It's the type of story that you look for in a sports movie, the determined individual filling whatever role is needed and progressing over the course of years. Kremer played her final match in Dahlberg Arena on Saturday. She wrote a storybook ending, headlining a sweep of Portland State and earning the Big Sky Conference offensive player of the week in the process.

“It’s a thrill. It makes me so proud, and I think that her trajectory has been so consistent,” head coach Allison Lawrence said. “Looking back to her as a freshman and who she was when she showed up to practice and competed on the TMU side and was our number one scout player and basically just ran at and competed in every role that she has earned in her time here, I think that’s what you would have predicted at that time. There was just no way that she wasn’t going to work into not only a starting role, but a role that is recognized by the conference.”

Kremer had a strong argument for the honor last week, leading Montana to a road sweep of Eastern Washington and Idaho.

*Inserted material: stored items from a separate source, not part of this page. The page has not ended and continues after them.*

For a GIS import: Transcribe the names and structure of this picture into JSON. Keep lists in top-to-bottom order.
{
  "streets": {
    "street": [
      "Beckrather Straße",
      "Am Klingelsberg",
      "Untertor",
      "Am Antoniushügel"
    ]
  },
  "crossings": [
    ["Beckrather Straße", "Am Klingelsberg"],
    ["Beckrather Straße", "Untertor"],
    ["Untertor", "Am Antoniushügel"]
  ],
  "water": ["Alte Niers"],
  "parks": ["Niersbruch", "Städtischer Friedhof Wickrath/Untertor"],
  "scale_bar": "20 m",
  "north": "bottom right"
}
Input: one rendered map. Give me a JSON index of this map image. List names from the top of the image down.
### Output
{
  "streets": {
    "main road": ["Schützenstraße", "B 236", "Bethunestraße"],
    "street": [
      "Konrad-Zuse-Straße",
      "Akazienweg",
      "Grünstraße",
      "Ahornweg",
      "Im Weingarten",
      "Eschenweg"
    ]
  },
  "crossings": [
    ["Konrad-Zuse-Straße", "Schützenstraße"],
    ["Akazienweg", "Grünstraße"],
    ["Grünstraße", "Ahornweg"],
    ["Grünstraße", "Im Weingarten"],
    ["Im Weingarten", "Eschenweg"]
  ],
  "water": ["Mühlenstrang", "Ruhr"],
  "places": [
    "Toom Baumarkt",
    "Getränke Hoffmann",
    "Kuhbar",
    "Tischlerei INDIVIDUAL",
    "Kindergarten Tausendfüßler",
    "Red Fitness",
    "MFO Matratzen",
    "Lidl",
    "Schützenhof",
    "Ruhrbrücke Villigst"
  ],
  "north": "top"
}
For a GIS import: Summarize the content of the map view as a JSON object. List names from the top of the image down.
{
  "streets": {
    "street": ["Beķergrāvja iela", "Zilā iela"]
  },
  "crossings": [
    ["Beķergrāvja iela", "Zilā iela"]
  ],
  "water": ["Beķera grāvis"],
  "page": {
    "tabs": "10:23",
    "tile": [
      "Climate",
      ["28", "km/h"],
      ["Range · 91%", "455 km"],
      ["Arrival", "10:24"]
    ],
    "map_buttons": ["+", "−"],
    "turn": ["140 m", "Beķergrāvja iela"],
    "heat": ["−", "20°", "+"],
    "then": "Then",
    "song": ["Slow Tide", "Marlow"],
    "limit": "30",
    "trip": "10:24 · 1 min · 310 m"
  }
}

She had 10-plus kills and hit over .300 in both matches as Montana kept its postseason hopes alive.

The encore to that performance delivered her the first player of the week honor of her career. Kremer once again led Montana to a pair of wins, knocking off 9-3 Sacramento State in five and sweeping Portland State on Senior Night.

The senior averaged 3.88 kills per set on .307 hitting for the weekend. She had 16 kills in the Sacramento State win, hitting .310. She backed that up with a 15-kill effort in the sweep of PSU, averaging 5.00 kills per set on .304 hitting while committing just a single error.

“Maddie has had an unbelievable last two weeks. I think everything you see on the court from her is a product of four years of one of the best mindsets I’ve ever seen in a collegiate athlete, or a person period,” Lawrence said. “She’s someone that is just always learning, and I think you’ve seen her growth at the end of seasons is pretty dramatic and you see her playing her best volleyball at the end of the year.”

Her best volleyball of the year has coincided with Montana’s best volleyball of the year. Montana had lost 11 of 12 matches heading into the road match against Eastern Washington. At 1-10 in Big Sky play, the Griz appeared to be out of the postseason hunt.

Then they swept the Eagles on the road, and something changed. Since then, Montana has won the equivalent of four straight playoff games to keep them alive for a bid to the tournament in Sacramento during Thanksgiving week.

Kremer had 11 kills and zero errors in that Eastern Washington win, hitting .379 to lead Montana to the victory.

“I think she’s been such a catalyst to our turning the corner this season and then maintaining that spark once we found it at Eastern Washington,” Lawrence said.

Her play on the floor has been difference making over the previous two weeks. But it’s also something that is a testament to the work ethic that she has shown across four years at Montana.

Kremer and her classmates — Paige Clark, Sierra Dennison and Jackie Howell — are the first group of Grizzlies to win at least 10 matches in four different seasons in over a decade. Kremer and Clark are the only two of that group to have played a match in all four seasons.

The duo did it in different ways, but they are both going to be remembered long after their playing careers in Missoula are done.

“Maddie has been such a good teammate and has really changed the program in the way that she has shown the true definition of what it means to embrace your role, to lead from where you are, to win from where you are,” Lawrence said. “When you do that, your role just increases as you move through a program. She deserves all the praise and recognition for that.”